§ **WHAT IS EXPECTED**: Within the lines below, find those that hold the string "transform" and copy each one.

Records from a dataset
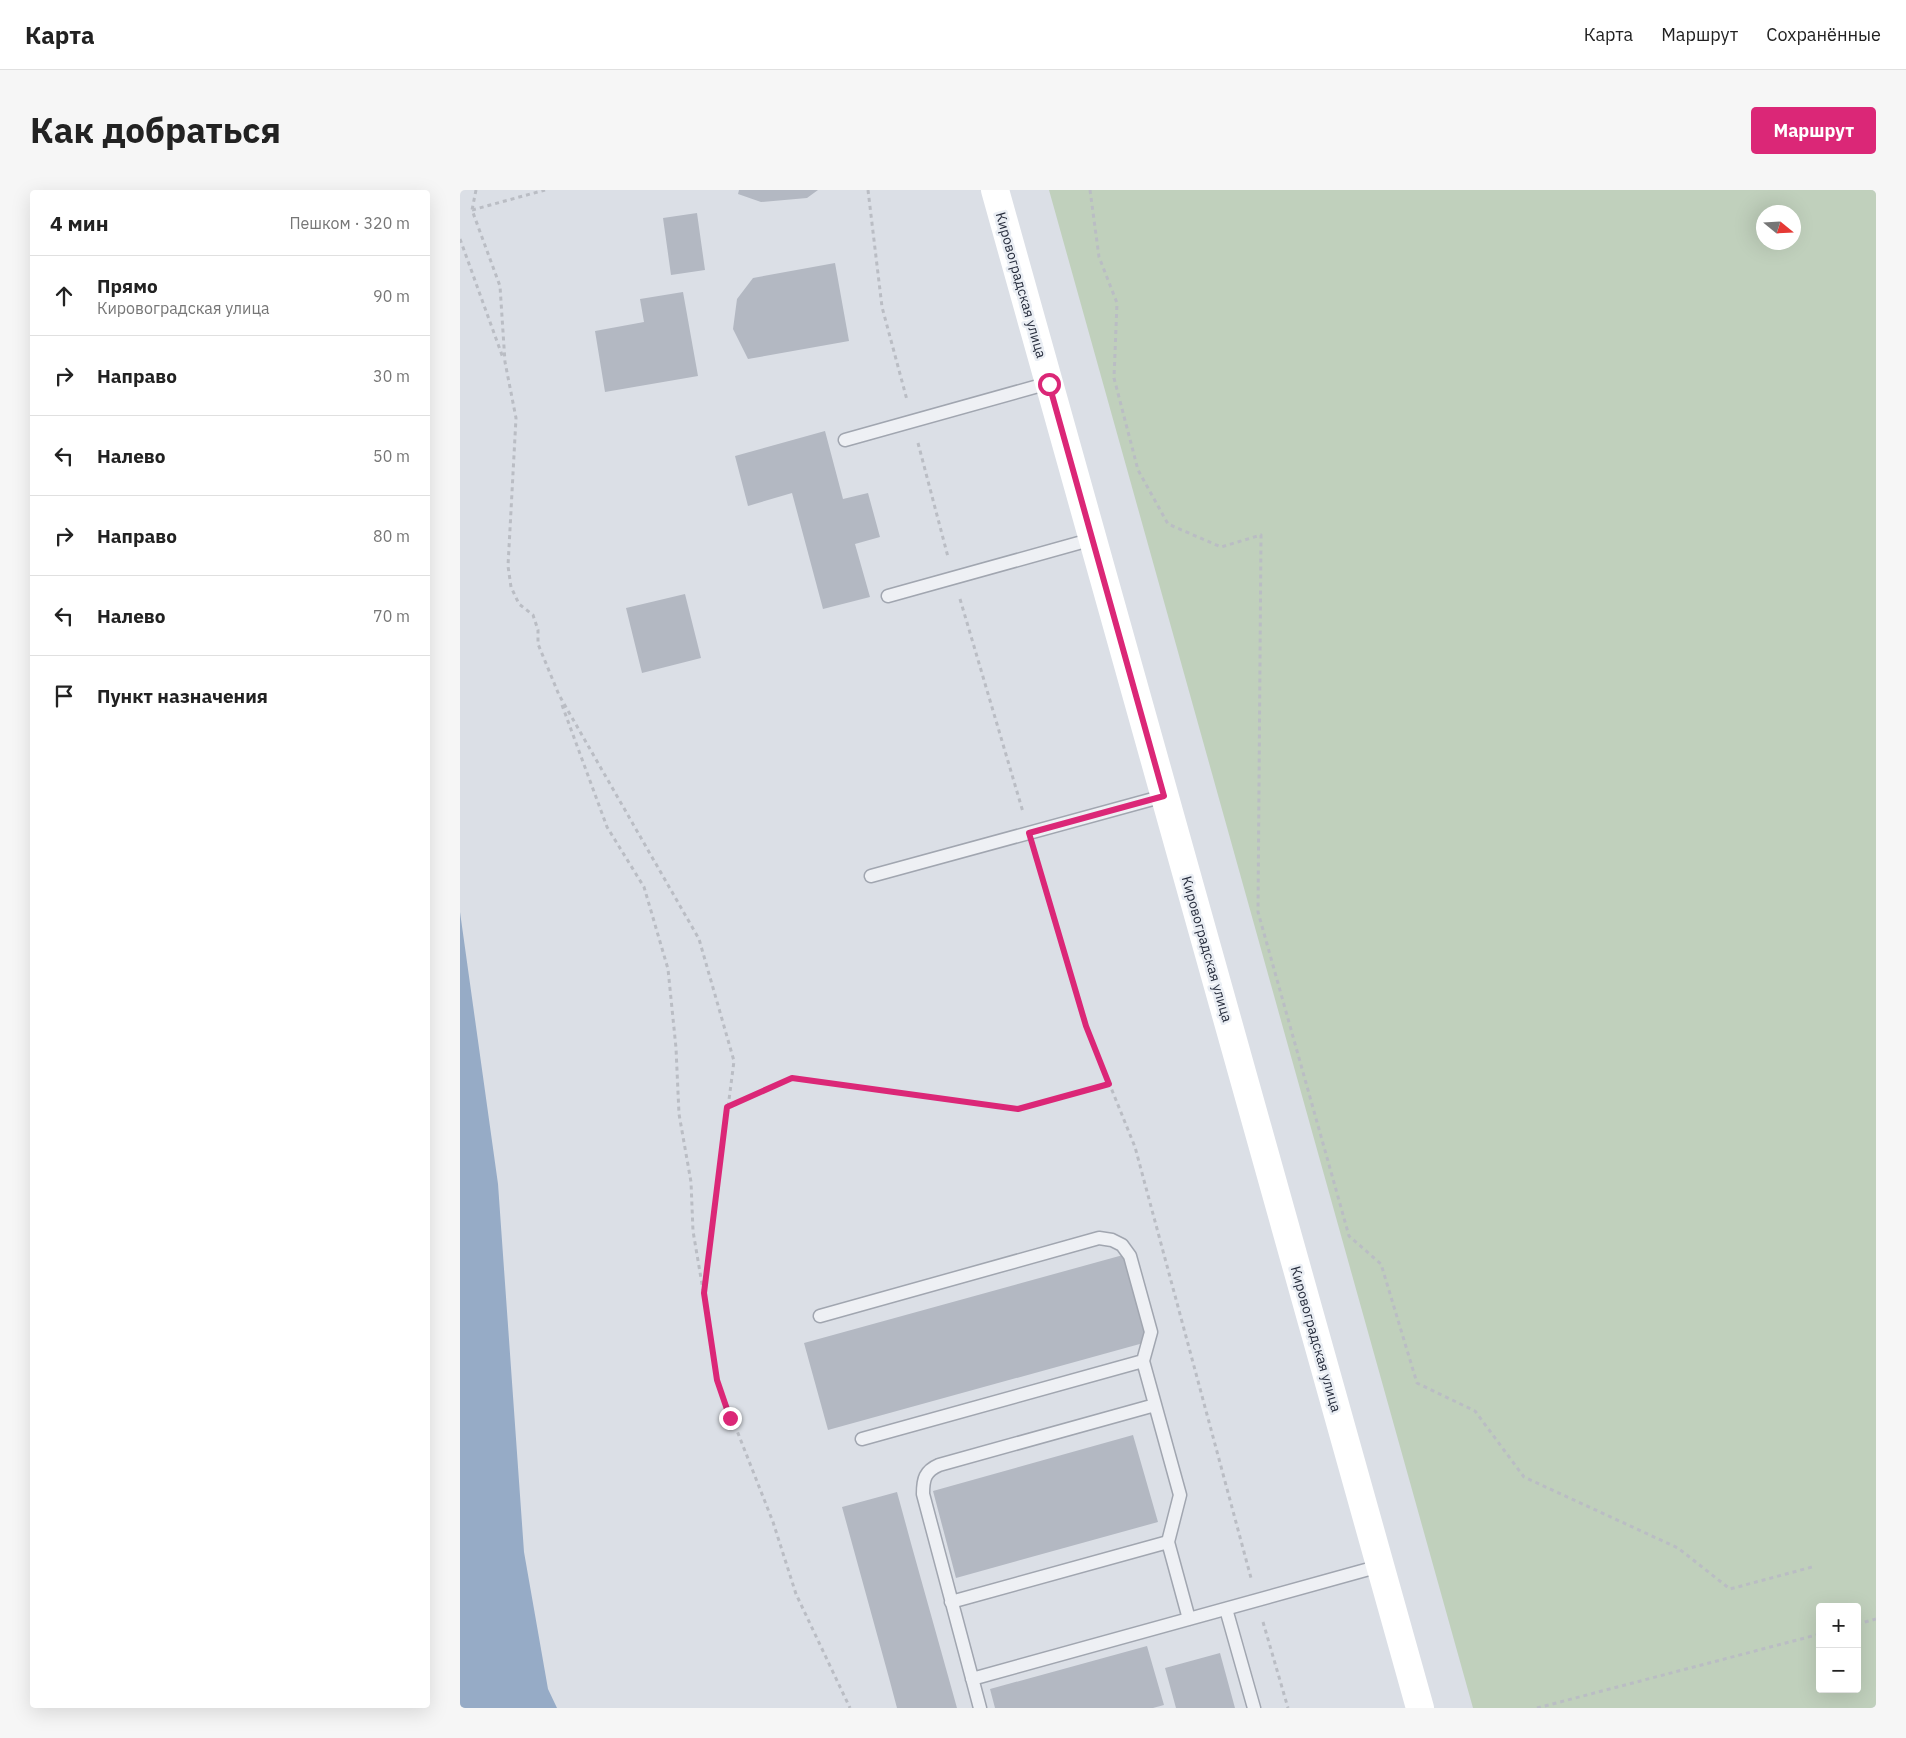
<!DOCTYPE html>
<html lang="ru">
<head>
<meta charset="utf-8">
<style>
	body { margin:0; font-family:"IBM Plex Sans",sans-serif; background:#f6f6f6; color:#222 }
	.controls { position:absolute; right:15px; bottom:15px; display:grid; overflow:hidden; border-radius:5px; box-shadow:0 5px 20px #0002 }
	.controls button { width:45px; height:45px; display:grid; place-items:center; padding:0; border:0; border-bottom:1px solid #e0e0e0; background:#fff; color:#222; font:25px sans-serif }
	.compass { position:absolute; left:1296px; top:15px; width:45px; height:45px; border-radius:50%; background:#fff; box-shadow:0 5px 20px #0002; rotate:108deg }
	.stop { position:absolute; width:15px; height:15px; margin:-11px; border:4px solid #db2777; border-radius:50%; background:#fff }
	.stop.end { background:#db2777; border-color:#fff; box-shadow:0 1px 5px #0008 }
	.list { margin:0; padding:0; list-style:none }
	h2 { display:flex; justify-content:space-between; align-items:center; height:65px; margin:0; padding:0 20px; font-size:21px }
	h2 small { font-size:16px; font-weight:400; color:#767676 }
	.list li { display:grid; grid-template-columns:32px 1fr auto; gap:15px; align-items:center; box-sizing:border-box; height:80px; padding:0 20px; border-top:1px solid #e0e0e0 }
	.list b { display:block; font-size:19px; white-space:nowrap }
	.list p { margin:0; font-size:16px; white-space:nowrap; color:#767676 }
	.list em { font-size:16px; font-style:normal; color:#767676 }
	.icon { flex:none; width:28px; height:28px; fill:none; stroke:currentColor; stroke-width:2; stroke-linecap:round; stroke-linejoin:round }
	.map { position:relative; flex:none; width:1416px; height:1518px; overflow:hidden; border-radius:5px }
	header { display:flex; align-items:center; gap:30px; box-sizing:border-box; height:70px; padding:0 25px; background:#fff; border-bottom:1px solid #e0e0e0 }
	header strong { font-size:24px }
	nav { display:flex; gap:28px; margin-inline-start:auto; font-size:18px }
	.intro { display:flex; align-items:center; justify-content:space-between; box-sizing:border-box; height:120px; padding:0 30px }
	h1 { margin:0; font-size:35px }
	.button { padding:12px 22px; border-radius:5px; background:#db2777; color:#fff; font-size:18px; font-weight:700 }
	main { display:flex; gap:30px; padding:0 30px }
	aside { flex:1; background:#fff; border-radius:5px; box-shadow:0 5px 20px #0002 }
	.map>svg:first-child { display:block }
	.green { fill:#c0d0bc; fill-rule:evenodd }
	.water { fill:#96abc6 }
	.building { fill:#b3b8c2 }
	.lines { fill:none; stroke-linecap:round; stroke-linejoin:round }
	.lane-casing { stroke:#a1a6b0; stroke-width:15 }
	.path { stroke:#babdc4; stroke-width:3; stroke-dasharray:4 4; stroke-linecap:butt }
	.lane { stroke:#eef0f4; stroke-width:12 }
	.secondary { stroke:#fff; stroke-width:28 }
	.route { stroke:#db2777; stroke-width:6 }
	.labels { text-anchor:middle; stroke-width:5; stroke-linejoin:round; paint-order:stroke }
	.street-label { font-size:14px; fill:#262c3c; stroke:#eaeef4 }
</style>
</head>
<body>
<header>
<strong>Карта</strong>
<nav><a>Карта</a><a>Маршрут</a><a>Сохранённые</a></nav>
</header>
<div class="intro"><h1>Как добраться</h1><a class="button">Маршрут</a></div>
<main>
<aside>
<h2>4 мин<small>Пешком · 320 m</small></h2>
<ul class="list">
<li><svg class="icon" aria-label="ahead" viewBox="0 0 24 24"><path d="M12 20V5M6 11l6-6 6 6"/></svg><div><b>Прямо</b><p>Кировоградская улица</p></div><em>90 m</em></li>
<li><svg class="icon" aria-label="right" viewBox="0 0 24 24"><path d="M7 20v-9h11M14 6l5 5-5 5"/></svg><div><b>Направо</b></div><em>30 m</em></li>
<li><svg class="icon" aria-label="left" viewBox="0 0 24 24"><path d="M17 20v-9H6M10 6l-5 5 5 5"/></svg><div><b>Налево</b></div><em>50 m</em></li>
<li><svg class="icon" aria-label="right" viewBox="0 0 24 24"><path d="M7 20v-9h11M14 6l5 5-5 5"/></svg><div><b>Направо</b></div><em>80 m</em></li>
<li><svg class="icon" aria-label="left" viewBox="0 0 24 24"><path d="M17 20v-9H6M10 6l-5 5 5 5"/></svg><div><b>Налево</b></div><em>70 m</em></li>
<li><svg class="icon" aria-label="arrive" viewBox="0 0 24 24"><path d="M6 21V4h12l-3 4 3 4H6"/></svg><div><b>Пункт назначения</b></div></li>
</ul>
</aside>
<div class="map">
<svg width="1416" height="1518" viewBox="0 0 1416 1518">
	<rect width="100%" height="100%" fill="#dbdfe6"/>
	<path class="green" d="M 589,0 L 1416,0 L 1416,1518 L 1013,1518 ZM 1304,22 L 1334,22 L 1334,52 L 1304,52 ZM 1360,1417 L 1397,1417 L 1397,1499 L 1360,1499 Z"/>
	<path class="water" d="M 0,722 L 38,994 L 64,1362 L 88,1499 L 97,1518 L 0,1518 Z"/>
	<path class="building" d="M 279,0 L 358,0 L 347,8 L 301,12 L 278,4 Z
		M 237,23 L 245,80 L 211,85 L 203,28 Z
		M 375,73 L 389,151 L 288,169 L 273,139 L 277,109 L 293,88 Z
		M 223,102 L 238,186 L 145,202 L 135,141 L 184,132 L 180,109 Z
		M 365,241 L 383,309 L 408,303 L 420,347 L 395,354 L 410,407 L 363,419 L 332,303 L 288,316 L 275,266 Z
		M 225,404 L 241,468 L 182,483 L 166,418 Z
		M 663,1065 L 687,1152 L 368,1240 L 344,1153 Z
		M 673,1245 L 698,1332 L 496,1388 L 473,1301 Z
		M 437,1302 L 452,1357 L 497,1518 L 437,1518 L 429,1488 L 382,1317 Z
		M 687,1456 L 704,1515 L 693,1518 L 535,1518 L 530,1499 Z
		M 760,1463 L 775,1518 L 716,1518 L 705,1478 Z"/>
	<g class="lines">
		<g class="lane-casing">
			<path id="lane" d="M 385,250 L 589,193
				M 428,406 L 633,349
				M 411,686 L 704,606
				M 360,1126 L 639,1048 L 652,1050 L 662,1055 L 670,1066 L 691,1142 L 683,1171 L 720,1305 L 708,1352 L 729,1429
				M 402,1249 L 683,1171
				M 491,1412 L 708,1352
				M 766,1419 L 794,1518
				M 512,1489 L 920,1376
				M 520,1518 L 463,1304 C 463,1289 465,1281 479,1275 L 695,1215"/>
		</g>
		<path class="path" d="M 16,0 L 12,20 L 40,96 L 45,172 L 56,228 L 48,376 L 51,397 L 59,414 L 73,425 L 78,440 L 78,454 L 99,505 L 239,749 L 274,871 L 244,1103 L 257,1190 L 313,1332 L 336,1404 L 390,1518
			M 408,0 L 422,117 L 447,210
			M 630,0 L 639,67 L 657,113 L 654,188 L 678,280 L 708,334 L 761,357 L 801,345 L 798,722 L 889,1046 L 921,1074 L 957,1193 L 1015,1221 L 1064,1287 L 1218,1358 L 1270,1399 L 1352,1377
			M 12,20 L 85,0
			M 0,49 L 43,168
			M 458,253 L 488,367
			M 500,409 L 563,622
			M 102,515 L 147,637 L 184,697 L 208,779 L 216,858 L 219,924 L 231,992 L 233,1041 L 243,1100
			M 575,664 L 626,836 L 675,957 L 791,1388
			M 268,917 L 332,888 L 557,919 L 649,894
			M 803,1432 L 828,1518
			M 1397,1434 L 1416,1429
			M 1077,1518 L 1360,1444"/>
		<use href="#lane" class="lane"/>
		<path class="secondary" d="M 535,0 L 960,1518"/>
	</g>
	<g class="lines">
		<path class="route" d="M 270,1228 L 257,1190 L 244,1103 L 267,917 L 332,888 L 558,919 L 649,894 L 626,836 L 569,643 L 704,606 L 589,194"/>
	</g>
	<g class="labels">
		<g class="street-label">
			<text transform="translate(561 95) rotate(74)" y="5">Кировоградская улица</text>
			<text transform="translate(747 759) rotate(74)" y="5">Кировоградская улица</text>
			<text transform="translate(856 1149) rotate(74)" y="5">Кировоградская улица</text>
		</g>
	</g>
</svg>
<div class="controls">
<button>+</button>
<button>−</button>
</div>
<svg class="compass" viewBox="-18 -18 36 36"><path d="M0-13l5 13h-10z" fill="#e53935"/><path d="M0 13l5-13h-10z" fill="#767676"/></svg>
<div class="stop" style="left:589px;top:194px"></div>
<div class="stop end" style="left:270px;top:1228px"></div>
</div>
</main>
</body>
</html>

§ **YOUR SOLUTION**:
			<text transform="translate(561 95) rotate(74)" y="5">Кировоградская улица</text>
			<text transform="translate(747 759) rotate(74)" y="5">Кировоградская улица</text>
			<text transform="translate(856 1149) rotate(74)" y="5">Кировоградская улица</text>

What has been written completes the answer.